Description of the task: Print out the full listing exactly as it reads.

Given information:
*****

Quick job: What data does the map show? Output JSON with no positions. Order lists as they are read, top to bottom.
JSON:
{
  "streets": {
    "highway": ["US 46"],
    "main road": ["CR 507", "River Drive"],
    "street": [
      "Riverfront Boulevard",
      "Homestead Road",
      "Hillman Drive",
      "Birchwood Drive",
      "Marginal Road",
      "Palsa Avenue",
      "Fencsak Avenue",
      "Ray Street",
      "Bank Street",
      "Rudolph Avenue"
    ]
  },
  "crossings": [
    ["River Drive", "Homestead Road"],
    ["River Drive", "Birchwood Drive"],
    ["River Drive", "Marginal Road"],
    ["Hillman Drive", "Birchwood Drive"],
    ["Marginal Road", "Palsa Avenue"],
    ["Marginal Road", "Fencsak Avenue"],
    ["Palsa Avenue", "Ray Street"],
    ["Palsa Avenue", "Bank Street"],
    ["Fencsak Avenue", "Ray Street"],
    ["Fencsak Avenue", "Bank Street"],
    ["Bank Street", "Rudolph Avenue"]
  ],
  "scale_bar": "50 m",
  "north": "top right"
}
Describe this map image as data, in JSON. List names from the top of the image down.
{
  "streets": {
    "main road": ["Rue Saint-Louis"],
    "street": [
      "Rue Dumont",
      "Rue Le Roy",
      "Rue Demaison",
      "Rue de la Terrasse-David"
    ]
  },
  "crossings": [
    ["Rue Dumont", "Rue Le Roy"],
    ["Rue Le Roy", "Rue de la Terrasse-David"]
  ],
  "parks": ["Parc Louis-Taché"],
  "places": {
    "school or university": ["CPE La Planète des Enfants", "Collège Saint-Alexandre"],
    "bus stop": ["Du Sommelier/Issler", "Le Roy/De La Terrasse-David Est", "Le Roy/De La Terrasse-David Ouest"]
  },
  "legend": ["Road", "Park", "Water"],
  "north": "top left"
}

*****

Reply:
Quick job: What data does the map show? Output JSON with no positions. Order lists as they are read, top to bottom.
JSON:
{
  "streets": {
    "highway": ["US 46"],
    "main road": ["CR 507", "River Drive"],
    "street": [
      "Riverfront Boulevard",
      "Homestead Road",
      "Hillman Drive",
      "Birchwood Drive",
      "Marginal Road",
      "Palsa Avenue",
      "Fencsak Avenue",
      "Ray Street",
      "Bank Street",
      "Rudolph Avenue"
    ]
  },
  "crossings": [
    ["River Drive", "Homestead Road"],
    ["River Drive", "Birchwood Drive"],
    ["River Drive", "Marginal Road"],
    ["Hillman Drive", "Birchwood Drive"],
    ["Marginal Road", "Palsa Avenue"],
    ["Marginal Road", "Fencsak Avenue"],
    ["Palsa Avenue", "Ray Street"],
    ["Palsa Avenue", "Bank Street"],
    ["Fencsak Avenue", "Ray Street"],
    ["Fencsak Avenue", "Bank Street"],
    ["Bank Street", "Rudolph Avenue"]
  ],
  "scale_bar": "50 m",
  "north": "top right"
}
Describe this map image as data, in JSON. List names from the top of the image down.
{
  "streets": {
    "main road": ["Rue Saint-Louis"],
    "street": [
      "Rue Dumont",
      "Rue Le Roy",
      "Rue Demaison",
      "Rue de la Terrasse-David"
    ]
  },
  "crossings": [
    ["Rue Dumont", "Rue Le Roy"],
    ["Rue Le Roy", "Rue de la Terrasse-David"]
  ],
  "parks": ["Parc Louis-Taché"],
  "places": {
    "school or university": ["CPE La Planète des Enfants", "Collège Saint-Alexandre"],
    "bus stop": ["Du Sommelier/Issler", "Le Roy/De La Terrasse-David Est", "Le Roy/De La Terrasse-David Ouest"]
  },
  "legend": ["Road", "Park", "Water"],
  "north": "top left"
}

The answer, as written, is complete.